Just after 11pm, we opted to call it a night and pulled into a Days Inn. As I walked into the hotel lobby, I noticed an elderly couple laboriously exiting a minivan. The receptionist was busy checking in another guest, and the three of us stood wearily in the lobby, waiting silently. The woman stood rigidly by the corner of the front desk, while the man wandered back into the empty lounge. As I waited, the thought occurred to me that it would be a courteous gesture to defer my ‘next-in-line’ status to this couple. Though my wife and children were waiting in the car, I made up my mind that when my turn came, I would let it pass to my elders.
The sleepy atmosphere was suddenly rent by a shockingly loud episode of flatulence coming from the lounge. My resolve wavered a little. After finishing checking in the guests ahead of us, the receptionist called out: “who’s next?” The woman at the corner of the desk glanced back. “Go ahead,” I offered. She immediately placed her enormous purse on the desk and commenced the check-in process.
The short, stoop-shouldered man ambled back from the lounge, and looked up at me. “Whererya from” he queried
“Minnesota”, I replied.
“Oh yeah. . . up on 169” he said.
“No, it’s on I35”
“Oh yeah” he returned vaguely. “I’m from Algona”
“Where are you headed?” I re-orientated the conversation.
“Chicago”, he sturdily responded. “We are going to a booksellers convention.” “A Christian bookseller’s convention,” he quickly clarified.
The woman quickly turned away from the desk and corrected somewhat severely: “It is a Craft Fair this time.” She included some more apparently important details which I didn’t comprehend, and I didn’t ask, not wanting to prolong the correction. She turned back to the receptionist.
“We belong to the Evangelical Free church,” the man volunteered unexpectedly, “What church do you belong to?”
I faltered, unprepared to answer: “The church I attend is not affiliated. . .uh, non-denominational, I guess. . . The church I grew up in was Baptist General Conference, though,” I added, trying to give him something meaningful within his presumed construct.

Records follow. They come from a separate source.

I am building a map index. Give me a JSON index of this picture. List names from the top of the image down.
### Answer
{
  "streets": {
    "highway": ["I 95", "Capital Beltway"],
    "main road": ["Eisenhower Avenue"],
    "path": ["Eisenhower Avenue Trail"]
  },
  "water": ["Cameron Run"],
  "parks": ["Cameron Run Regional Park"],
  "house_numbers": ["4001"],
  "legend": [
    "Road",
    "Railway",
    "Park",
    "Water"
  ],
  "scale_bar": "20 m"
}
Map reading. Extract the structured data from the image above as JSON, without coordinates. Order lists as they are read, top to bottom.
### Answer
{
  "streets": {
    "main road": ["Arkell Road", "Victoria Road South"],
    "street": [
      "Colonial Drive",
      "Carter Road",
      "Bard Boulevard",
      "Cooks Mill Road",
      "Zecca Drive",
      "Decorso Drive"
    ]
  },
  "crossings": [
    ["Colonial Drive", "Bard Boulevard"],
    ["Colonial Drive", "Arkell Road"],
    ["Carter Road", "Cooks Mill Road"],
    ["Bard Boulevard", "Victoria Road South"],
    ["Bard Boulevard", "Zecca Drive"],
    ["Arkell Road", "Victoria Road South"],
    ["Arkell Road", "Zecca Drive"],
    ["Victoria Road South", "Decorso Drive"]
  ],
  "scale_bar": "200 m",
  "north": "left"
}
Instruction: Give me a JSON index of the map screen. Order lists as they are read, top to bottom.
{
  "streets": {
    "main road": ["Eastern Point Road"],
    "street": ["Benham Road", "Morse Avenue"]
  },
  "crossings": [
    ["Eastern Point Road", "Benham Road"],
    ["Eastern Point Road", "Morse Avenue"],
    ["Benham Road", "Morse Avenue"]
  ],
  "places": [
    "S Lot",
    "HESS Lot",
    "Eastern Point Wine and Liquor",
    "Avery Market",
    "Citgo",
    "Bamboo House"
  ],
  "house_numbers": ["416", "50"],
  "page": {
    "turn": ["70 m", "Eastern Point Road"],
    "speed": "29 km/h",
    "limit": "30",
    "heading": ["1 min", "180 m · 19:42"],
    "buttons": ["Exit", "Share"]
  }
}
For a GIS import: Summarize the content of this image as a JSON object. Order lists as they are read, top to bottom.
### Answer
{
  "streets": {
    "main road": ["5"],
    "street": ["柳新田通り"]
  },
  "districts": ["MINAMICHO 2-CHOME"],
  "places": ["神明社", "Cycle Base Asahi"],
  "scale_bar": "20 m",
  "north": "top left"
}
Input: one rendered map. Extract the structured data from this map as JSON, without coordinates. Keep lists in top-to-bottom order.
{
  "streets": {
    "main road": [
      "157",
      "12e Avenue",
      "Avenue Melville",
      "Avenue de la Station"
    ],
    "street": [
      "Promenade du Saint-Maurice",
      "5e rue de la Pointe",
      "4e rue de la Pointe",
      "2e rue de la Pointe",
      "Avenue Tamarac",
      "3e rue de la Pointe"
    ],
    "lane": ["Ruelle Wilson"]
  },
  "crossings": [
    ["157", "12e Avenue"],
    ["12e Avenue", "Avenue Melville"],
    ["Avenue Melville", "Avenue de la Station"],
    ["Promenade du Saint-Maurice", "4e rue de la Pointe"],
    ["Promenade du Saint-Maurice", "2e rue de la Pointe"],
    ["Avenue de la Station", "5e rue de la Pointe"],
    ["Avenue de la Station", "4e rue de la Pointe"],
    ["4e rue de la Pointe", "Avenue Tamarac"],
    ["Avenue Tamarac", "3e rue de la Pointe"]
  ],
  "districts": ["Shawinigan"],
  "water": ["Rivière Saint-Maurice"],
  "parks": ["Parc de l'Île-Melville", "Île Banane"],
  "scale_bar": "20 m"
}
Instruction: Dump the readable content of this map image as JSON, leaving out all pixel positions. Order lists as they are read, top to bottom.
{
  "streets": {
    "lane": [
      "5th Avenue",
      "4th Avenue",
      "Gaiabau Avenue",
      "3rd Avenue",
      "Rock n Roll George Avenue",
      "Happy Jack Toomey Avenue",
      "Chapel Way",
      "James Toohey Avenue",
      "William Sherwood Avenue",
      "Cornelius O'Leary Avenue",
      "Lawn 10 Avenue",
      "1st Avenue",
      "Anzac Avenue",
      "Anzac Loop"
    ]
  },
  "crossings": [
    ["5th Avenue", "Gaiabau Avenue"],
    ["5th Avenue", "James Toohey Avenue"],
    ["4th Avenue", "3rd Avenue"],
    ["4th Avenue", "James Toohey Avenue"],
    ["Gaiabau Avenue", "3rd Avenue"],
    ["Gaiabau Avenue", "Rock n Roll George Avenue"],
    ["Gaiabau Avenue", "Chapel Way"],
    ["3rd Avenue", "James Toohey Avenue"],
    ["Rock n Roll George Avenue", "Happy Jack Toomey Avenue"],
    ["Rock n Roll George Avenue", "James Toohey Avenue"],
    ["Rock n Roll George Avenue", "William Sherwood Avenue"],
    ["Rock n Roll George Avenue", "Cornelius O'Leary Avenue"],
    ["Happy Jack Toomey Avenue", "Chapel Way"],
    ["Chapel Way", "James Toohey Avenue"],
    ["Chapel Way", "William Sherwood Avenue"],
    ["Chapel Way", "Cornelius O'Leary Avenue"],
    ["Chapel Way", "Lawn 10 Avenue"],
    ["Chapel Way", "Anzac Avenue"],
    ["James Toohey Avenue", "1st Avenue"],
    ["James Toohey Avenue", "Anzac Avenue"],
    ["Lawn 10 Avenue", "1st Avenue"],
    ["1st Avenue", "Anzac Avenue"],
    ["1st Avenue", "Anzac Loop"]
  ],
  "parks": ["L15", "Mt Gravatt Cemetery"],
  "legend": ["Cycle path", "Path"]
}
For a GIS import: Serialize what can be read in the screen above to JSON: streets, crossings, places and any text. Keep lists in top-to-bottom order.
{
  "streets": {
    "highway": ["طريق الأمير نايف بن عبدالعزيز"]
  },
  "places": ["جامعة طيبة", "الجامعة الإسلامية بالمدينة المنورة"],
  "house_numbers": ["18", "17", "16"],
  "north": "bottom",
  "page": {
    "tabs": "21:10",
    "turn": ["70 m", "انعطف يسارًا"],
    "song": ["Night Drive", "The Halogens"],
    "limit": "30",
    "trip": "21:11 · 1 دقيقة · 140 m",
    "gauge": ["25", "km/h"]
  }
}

“Ah Yes,” he replied. “The fighting baptists.” I smiled, understanding his reference to the particularly schismatic history of baptist churches in the USA. “There was a big split in one of the baptist churches in Algona,” he added.
“Yeah,” I responded with detached amusement, “Jesus said: ‘One command I give you- Love one another’, but it seems like that is always the first thing to go out the window!”
The woman suddenly turned back around, and with the austere gaze of a fundamentalist Sunday School teacher, demanded: “But what was his other commandment?”
I fumbled, trying not to be intimidated, mentally re-scanning my words, and Jesus’ words, desperately trying to remember what the second of the one commandment was.
With trepidation, I held my ground: “He said one command.”
“Ye must be born again” She said sharply. “That is the greatest commandment. You can love all you want, but it won’t do you any good!” She continued her stern gaze, and I held my tongue.
She turned back, finished her check-in, and the two left to go to their rooms (I now understand why they had gotten two.)